Mercurial > hg > cm

--- /dev/null	Thu Jan 01 00:00:00 1970 +0000
+++ b/cortical_model.py	Sat Jan 25 20:00:38 2014 +0000
@@ -0,0 +1,343 @@
+"""
+A module used for auditory analysis.
+
+Models currently implemented:
+    * Frequency-modulation analysis model based on the human auditory system.
+
+Model implementations in progress:
+    * Glasberg and Moore model
+
+Packaged dependencies:
+    * utils.py and/or utils.pyc
+    * erb.dat
+    * outMidFir.dat
+
+External dependencies:
+    * scipy
+    * numpy
+    * copy
+    * matplotlib
+"""
+
+import utils
+import scipy.signal as sp
+import numpy as np
+from copy import deepcopy
+import matplotlib.pyplot as plt
+
+def get_partial_loudness():
+    """
+    A function to calculate the partial loudness of an excitation pattern at given ERB.
+
+    TO DO
+    """
+
+
+    return
+
+def get_excitation_i(input, fs, SPL, rectify=False):
+    """
+    A function to calculate the excitation intensity of the input signal.
+
+    Parameters:
+        * input (type: array-like matrix of floats) - signal normalised to an amplitude range of -1 to 1. (Required)
+        * fs (type: numerical) - sample frequency of the signal, input. (Required)
+        * SPL (type: double) - the sound pressure level (SPL) at 0 dBFS, e.g., the SPL of a sine
+            wave with peaks at amplitude 1 and troughs at amplitude -1. (Required)
+        * rectify (type: boolean) - Specifies whether to include half wave rectification, modelling the direction
+            of that the cochlear nerves vibrate.
+            True to include, False to ignore. (Optional; Default = False)
+
+    Returns:
+        * gtfs (type: numpy array of floats) - array with size ((39,) + np.shape(input)) containing the excitation
+            pattern (in sound intensity) for each ERB of input signal. The excitation pattern for the nth ERB can
+            be accessed with gtfs[n].
+    """
+
+    input = np.array(input)
+    inputOMFir = outMidFir(input)
+    inputPa = v_Pascal(inputOMFir, SPL)
+    gtfs = gamma_tone_filter(inputPa, fs)
+    if (rectify):
+        gtfs = half_rectification(gtfs)
+    gtfs = pa_i(gtfs)
+    gtfs = at_normalise(gtfs)
+
+    return gtfs
+
+def plot_excitation_tf(fs = 44100, outMidFilt = True, xscale = 'log', yscale = 'log'):
+    """
+    A function that plots the transfer function of the outer middle ear and each gammatone filter.
+
+    Parameters:
+        * fs (type: numerical) - the sampling frequency of the signal. (Optional; Default = 44100)
+        * outMidFilt (type: boolean) - filter the signal by the outer and middle ear FIR filter. (Optional; Default = True)
+        * xscale (type: string) - the scale of the frequency axis.

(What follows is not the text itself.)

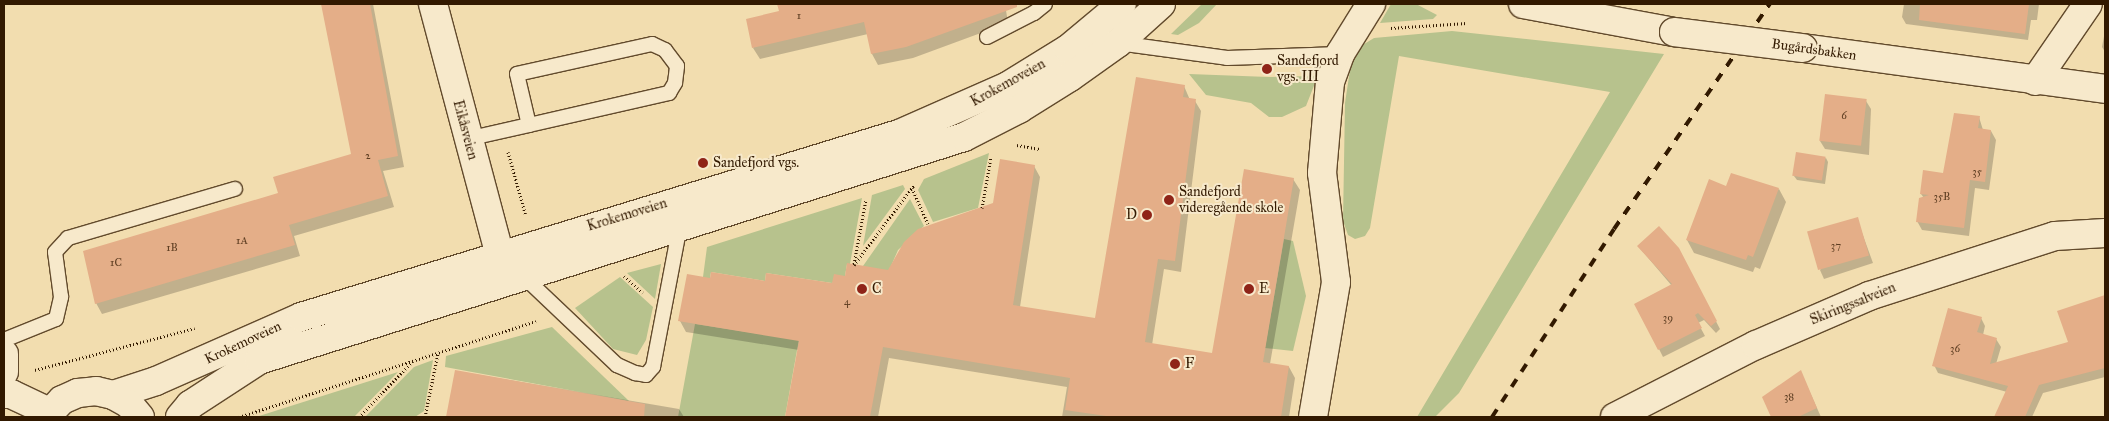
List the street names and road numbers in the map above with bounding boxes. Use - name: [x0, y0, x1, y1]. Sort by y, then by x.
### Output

Values are 'log' or 'linear'. (Optional; Default = 'log')
+        * yscale (type: string) - the scale of the amplitude axis. Values are 'log' or 'linear'. (Optional; Default = 'log')
+
+    Returns:
+        * y (type: numpy array of floats) - array with size ((39,np.ceil(fs))) containing the impulse response of the
+            signal at each gammatone filter (and optionally, including the outer middle ear response). The response at the
+            nth gammatone filter can be accessed by y[n].
+    """
+
+    input = np.zeros(np.ceil(fs))
+    input[0] = 1
+    if(outMidFilt): input = outMidFir(input)
+    y = gamma_tone_filter(input, fs)
+
+    for i in range(np.shape(y)[0]):
+        utils.plot_fft(y[i],xscale, yscale, False)
+
+    plt.show()
+
+    return y
+
+def get_modulation_i(input, fs):
+    """
+    A function to calculate the modulation intensity of the input intensity signal. The function implements a
+    filter bank of bandpass filters with cut off frequencies ranging from 0.25 to 16 Hz.
+
+    Parameters:
+        * input (type: array-like matrix of floats) - the input intensity signal.

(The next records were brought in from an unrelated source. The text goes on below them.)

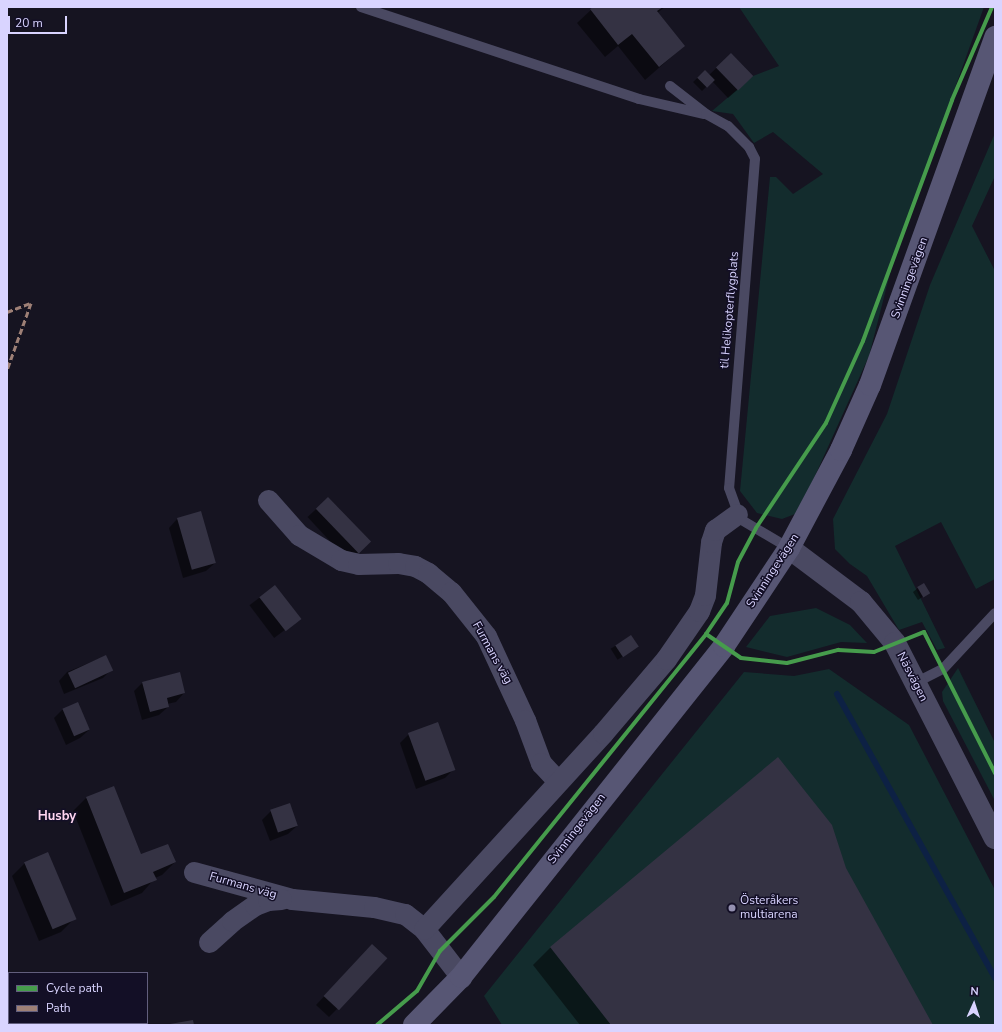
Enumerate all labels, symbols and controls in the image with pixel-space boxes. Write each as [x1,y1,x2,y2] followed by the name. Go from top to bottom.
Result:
[10,8,69,34] scale bar
[15,15,43,31] text: 20 m
[889,235,931,321] street label: Svinningevägen
[718,251,742,369] street label: til Helikopterflygplats
[744,531,802,611] street label: Svinningevägen
[469,619,515,687] street label: Furmans väg
[893,650,931,704] street label: Näsvägen
[545,791,609,867] street label: Svinningevägen
[38,808,76,824] district label: Husby
[208,870,278,902] street label: Furmans väg
[740,894,798,922] place label: Österåkers multiarena
[727,903,737,913] marker: Österåkers multiarena
[8,972,148,1024] legend
[46,980,103,996] text: Cycle path
[954,984,994,1024] north arrow
[970,984,979,999] text: N
[46,1000,71,1016] text: Path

+            E.g., use get_excitation_i() to obtain excitation intensity and use as input.
+        * fs (type: numerical) - sampling frequency of input signal
+
+    Returns:
+        * y (type: numpy array of floats) - array with size ((10,) + np.shape(input)) containing the
+        modulation intensity of the signal at each modulation filter. The modulation intensity for the nth filter can
+        be accessed with y[n].
+    """
+
+
+    input = np.array(input)
+    b = fir_antialias(fs)
+    input_lp = sp.lfilter(b,(1),input_fr)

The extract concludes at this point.